[[ Excerpted records open ]]
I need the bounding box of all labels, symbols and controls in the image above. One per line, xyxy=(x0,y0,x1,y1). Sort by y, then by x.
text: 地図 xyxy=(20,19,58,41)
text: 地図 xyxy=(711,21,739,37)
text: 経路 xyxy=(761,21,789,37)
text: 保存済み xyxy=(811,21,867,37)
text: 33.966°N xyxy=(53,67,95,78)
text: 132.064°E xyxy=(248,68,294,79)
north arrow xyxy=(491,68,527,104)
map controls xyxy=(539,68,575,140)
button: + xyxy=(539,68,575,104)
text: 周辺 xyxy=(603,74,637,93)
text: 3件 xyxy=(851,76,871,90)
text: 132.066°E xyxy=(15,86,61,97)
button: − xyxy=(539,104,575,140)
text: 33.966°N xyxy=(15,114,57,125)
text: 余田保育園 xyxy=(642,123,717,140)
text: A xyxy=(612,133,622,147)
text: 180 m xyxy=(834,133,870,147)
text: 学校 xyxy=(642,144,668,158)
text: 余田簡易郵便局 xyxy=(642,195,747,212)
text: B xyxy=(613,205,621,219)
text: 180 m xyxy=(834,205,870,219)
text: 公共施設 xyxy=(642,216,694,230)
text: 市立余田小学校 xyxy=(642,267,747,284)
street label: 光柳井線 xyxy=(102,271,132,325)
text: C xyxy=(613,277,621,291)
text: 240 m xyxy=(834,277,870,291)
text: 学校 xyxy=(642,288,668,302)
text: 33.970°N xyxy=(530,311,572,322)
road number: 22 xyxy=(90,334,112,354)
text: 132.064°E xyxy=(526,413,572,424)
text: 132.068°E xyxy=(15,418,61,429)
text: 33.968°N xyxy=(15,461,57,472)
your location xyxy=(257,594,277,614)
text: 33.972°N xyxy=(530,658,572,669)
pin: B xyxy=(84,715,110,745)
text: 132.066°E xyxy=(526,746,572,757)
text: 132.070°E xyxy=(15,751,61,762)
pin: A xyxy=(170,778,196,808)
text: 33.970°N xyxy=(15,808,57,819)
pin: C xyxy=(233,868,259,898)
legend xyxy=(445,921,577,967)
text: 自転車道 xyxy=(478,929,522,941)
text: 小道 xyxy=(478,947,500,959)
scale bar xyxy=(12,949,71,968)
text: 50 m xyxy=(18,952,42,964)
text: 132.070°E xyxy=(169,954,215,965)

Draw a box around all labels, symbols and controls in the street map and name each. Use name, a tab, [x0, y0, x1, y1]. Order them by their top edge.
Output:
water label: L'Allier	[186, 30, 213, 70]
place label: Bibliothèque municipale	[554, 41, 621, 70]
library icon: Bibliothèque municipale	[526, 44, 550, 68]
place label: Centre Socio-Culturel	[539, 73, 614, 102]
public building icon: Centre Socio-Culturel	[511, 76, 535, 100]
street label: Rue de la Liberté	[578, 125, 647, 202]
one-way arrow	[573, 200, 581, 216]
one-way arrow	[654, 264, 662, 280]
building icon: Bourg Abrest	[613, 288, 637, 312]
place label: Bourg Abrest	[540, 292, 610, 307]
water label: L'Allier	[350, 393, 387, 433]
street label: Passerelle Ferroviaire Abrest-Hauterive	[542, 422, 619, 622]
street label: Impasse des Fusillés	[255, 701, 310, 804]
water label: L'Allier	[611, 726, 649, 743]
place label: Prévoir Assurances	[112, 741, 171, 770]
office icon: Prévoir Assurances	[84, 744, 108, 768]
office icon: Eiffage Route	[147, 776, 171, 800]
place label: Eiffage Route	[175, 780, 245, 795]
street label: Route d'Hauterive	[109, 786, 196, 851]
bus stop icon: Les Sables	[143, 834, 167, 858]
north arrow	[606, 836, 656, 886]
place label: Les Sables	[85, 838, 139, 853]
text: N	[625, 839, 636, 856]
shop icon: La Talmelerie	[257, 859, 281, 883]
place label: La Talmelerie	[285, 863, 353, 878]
[[ Excerpted records closed ]]
Work task: Select every line in the material above where the string "municipale" occurs, and copy it.

Result of the task:
place label: Bibliothèque municipale	[554, 41, 621, 70]
library icon: Bibliothèque municipale	[526, 44, 550, 68]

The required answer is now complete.